Exercise aim: Pull every line containing the word "serif" from the records.

[Stored items]
+ + + + + + +
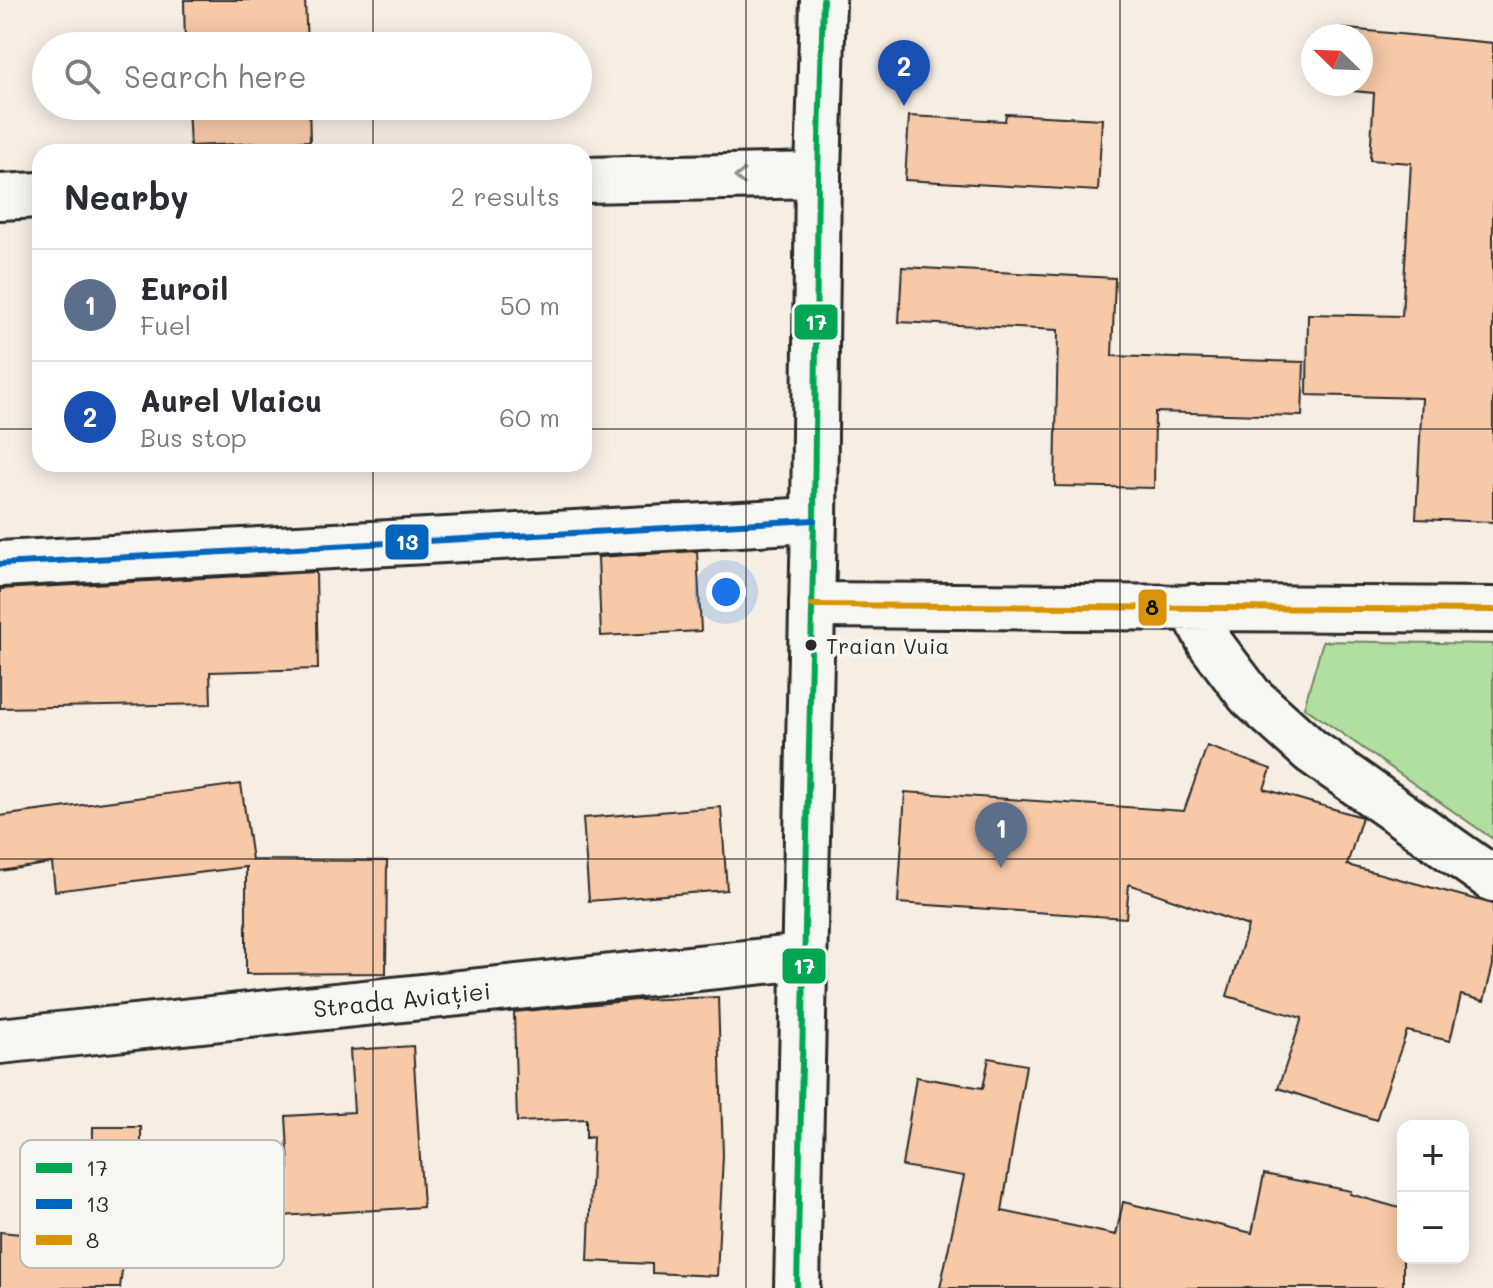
<!DOCTYPE html>
<html lang="en">
<head>
<meta charset="utf-8">
<style>
  body { margin:0; font-family:Mali,sans-serif; background:#f2f2f3; color:#2b2b33 }
  .controls { position:absolute; right:24px; bottom:24px; display:grid; overflow:hidden; border-radius:16px; box-shadow:0 4px 20px #0003 }
  .controls button { width:72px; height:72px; display:grid; place-items:center; padding:0; border:0; border-bottom:2px solid #e1e1e2; background:#fff; color:#2b2b33; font:40px sans-serif }
  .compass { position:absolute; left:1301px; top:24px; width:72px; height:72px; border-radius:50%; background:#fff; box-shadow:0 4px 20px #0003; rotate:293deg }
  .you { position:absolute; left:726px; top:592px; width:28px; height:28px; margin:-20px; border:6px solid #fff; border-radius:50%; background:#1a73e8; box-shadow:0 0 0 12px #1a73e833 }
  .badge { display:grid; place-items:center; width:52px; height:52px; border-radius:50%; background:#ea580c; color:#fff; font-size:26px; font-weight:700 }
  .pin { position:absolute; translate:-50% -66px; filter:drop-shadow(0 2px 4px #0008) }
  .pin::after { content:''; position:absolute; top:42px; width:28px; height:24px; background:inherit; clip-path:polygon(0 0,100% 0,50% 100%) }
  .list { margin:0; padding:0; list-style:none }
  h2 { display:flex; justify-content:space-between; align-items:center; height:104px; margin:0; padding:0 32px; font-size:34px }
  h2 small { font-size:26px; font-weight:400; color:#7c7c81 }
  .list li { display:grid; grid-template-columns:52px 1fr auto; gap:24px; align-items:center; box-sizing:border-box; height:112px; padding:0 32px; border-top:2px solid #e1e1e2 }
  .list b { display:block; font-size:30px; white-space:nowrap }
  .list p { margin:0; font-size:26px; white-space:nowrap; color:#7c7c81 }
  .list em { font-size:26px; font-style:normal; color:#7c7c81 }
  .icon { flex:none; width:44px; height:44px; fill:none; stroke:currentColor; stroke-width:2; stroke-linecap:round; stroke-linejoin:round }
  .map { position:relative; flex:none; width:1493px; height:1288px; overflow:hidden }
  .search { position:absolute; background:#fff; box-shadow:0 4px 20px #0003; left:32px; top:32px; width:560px; height:88px; display:flex; align-items:center; gap:20px; box-sizing:border-box; padding:0 28px; border-radius:44px; color:#7c7c81; font-size:30px }
  .panel { position:absolute; background:#fff; box-shadow:0 4px 20px #0003; left:32px; top:144px; width:560px; height:328px; border-radius:24px }
  .map>svg:first-child { display:block }
  .green { fill:#b1df9f; stroke:#6e8565; stroke-width:2 }
  .building { fill:#f7c9a6; stroke:#2b2b2b; stroke-width:2 }
  .lines { fill:none; stroke-linecap:round; stroke-linejoin:round }
  .street-casing { stroke:#2b2b2b; stroke-width:50 }
  .primary-casing { stroke:#2b2b2b; stroke-width:50 }
  .street { stroke:#f6f6f2; stroke-width:44 }
  .primary { stroke:#f6f6f2; stroke-width:44 }
  .bus-1-casing { stroke:#f6f6f2; stroke-width:12 }
  .bus-2-casing { stroke:#f6f6f2; stroke-width:12 }
  .bus-3-casing { stroke:#f6f6f2; stroke-width:12 }
  .bus-1 { stroke:#00a651; stroke-width:6 }
  .bus-2 { stroke:#0065bd; stroke-width:6 }
  .bus-3 { stroke:#d89406; stroke-width:6 }
  .oneway { stroke:#90908e }
  .grid { fill:none; stroke:#2b2b2b; stroke-width:2; stroke-opacity:0.55 }
  .bus-dot { fill:#2b2b2b; stroke:#f6f6f2; stroke-width:3 }
  .labels { text-anchor:middle; dominant-baseline:central; stroke-width:8; stroke-linejoin:round; paint-order:stroke }
  .bus-label { font-size:22px; fill:#2b2b2b; stroke:#f6f6f2; text-anchor:start }
  .street-label { font-size:24px; fill:#2b2b2b; stroke:#f6f6f2 }
  .key { fill:#f6f6f2; stroke:#b9b9b6; stroke-width:2 }
  .key-label { font-size:22px; fill:#2b2b2b }
  .line-badge { stroke:#f6f6f2; stroke-width:3 }
  .badge-label { font-size:22px; text-anchor:middle; font-weight:bold; fill:#fff }
  .pale-badge-label { font-size:22px; text-anchor:middle; font-weight:bold; fill:#111 }
</style>
</head>
<body>
<div class="map">
<svg width="1493" height="1288" viewBox="0 0 1493 1288">
  <rect width="100%" height="100%" fill="#f6ede3"/>
  <filter id="ink" filterUnits="userSpaceOnUse"><feTurbulence type="fractalNoise" baseFrequency=".0125" numOctaves="2"/><feDisplacementMap in="SourceGraphic" scale="16" xChannelSelector="R" yChannelSelector="G"/><feConvolveMatrix kernelMatrix="1 2 1 2 8 2 1 2 1" color-interpolation-filters="sRGB"/></filter>
  <g filter="url(#ink)">
    <path class="green" d="M1323,641l170,3v195l-189,-132z"/>
    <path class="building" d="M184,0h121l2,46h-122z
      M1337,28l156,15v479l-77,-3 6,-121 -115,-3 1,-81 94,2 9,-153 -41,-3 4,-67 -43,-4 1,-5h29v-48h-25z
      M188,106h121l1,35 -120,5z
      M1006,114l96,5 -4,72 -193,-11 4,-64 96,5z
      M902,267l213,11 -3,78 192,6 -2,54 -147,-4 -1,76 -99,-2 3,-156 -159,-8z
      M697,551l4,80 -100,5 -3,-79z
      M316,572l2,97 -108,3 1,32 -211,4v-119z
      M1207,746l64,23 -7,20 98,28 -15,48 146,39v61l-9,36 -23,-6 -11,46 -43,-10 -31,89 -98,-32 24,-70 -75,-22 21,-70 -119,-42 -3,34 -228,-15 7,-111 279,19z
      M241,784l11,76 135,1 -1,112 -140,1v-107l-191,24 -3,-28 -52,8v-55z
      M721,807l6,83 -138,11 -6,-83z
      M718,997l5,158 -6,121 -65,-3v-9l-64,-3 5,-124 -7,1v-19l-69,3 -3,-110 123,-12z
      M413,1046l10,161 -188,12v9l-143,-1 1,-100h48v39l148,2 -3,-52 68,-4 -4,-62z
      M989,1058l37,7 -24,146 114,24 7,-33 129,31 12,-59 87,17 -1,3 53,15v79h-463l24,-112 -62,-10 14,-89 67,11z
      M0,1232l125,12 -5,44h-120z"/>
    <g class="lines">
      <defs>
        <path id="street" d="M584,180l234,-5
          M0,197l40,-2
          M0,564l814,-44
          M812,605l681,5
          M1192,607l18,36 40,53 61,55 182,128
          M0,1041l804,-84"/>
        <path id="primary" d="M797,1288l17,-768 4,-345 5,-175"/>
      </defs>
      <use href="#street" class="street-casing"/>
      <use href="#primary" class="primary-casing"/>
      <use href="#street" class="street"/>
      <use href="#primary" class="primary"/>
      <defs>
        <path id="bus-1" d="M797,1288l17,-768 4,-345 5,-175"/>
        <path id="bus-2" d="M0,564l814,-44"/>
        <path id="bus-3" d="M812,605l681,5"/>
      </defs>
      <use href="#bus-1" class="bus-1-casing"/>
      <use href="#bus-2" class="bus-2-casing"/>
      <use href="#bus-3" class="bus-3-casing"/>
      <use href="#bus-1" class="bus-1"/>
      <use href="#bus-2" class="bus-2"/>
      <use href="#bus-3" class="bus-3"/>
    </g>
    <defs><path id="oneway-chevron" d="M-2-3.5L2.5 0L-2 3.5" fill="none" stroke-width="1.6" stroke-linecap="round" stroke-linejoin="round" transform="scale(2)"/></defs>
    <use class="oneway" href="#oneway-chevron" transform="translate(740 177) rotate(179)"/>
  </g>
  <path class="grid" d="M373,0v46M746,0v1288M1120,0v1288M373,106v46M0,429h40M584,429h909M373,464v824M0,859h1493"/>
  <circle class="bus-dot" cx="811" cy="645" r="7"/>
  <g class="labels">
    <g class="bus-label">
      <text x="826" y="645">Traian Vuia</text>
    </g>
    <g class="street-label">
      <text transform="translate(402 999) rotate(-6)">Strada Aviației</text>
    </g>
  </g>
  <rect x="20" y="1140" width="264" height="128" rx="12" class="key"/>
  <rect x="36" y="1163" width="36" height="10" fill="#00a651"/>
  <rect x="36" y="1199" width="36" height="10" fill="#0065bd"/>
  <rect x="36" y="1235" width="36" height="10" fill="#d89406"/>
  <g class="key-label">
    <text x="86" y="1176">17</text>
    <text x="86" y="1212">13</text>
    <text x="86" y="1248">8</text>
  </g>
  <g class="line-badge">
    <rect x="793" y="303" width="46" height="38" rx="8" fill="#00a651"/>
    <rect x="384" y="523" width="46" height="38" rx="8" fill="#0065bd"/>
    <rect x="1137" y="588" width="31" height="39" rx="8" fill="#d89406"/>
    <rect x="781" y="947" width="46" height="38" rx="8" fill="#00a651"/>
  </g>
  <g class="badge-label">
    <text x="816" y="330">17</text>
    <text x="407" y="550">13</text>
    <text x="804" y="974">17</text>
  </g>
  <g class="pale-badge-label">
    <text x="1152" y="615">8</text>
  </g>
</svg>
<div class="controls">
<button>+</button>
<button>−</button>
</div>
<svg class="compass" viewBox="-18 -18 36 36"><path d="M0-13l5 13h-10z" fill="#e53935"/><path d="M0 13l5-13h-10z" fill="#7c7c81"/></svg>
<div class="you"></div>
<div class="pin badge" style="left:1001px;top:868px;background:#5c6f8a">1</div>
<div class="pin badge" style="left:904px;top:106px;background:#1a4fb4">2</div>
<div class="search"><svg class="icon" aria-label="search" viewBox="0 0 24 24"><circle cx="10" cy="10" r="6"/><path d="M15 15l6 6"/></svg>Search here</div>
<section class="panel">
<h2>Nearby<small>2 results</small></h2>
<ul class="list">
<li><span class="badge" style="background:#5c6f8a">1</span><div><b>Euroil</b><p>Fuel</p></div><em>50 m</em></li>
<li><span class="badge" style="background:#1a4fb4">2</span><div><b>Aurel Vlaicu</b><p>Bus stop</p></div><em>60 m</em></li>
</ul>
</section>
</div>
</body>
</html>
+ + + + + + +
Exercise answer:
  body { margin:0; font-family:Mali,sans-serif; background:#f2f2f3; color:#2b2b33 }
  .controls button { width:72px; height:72px; display:grid; place-items:center; padding:0; border:0; border-bottom:2px solid #e1e1e2; background:#fff; color:#2b2b33; font:40px sans-serif }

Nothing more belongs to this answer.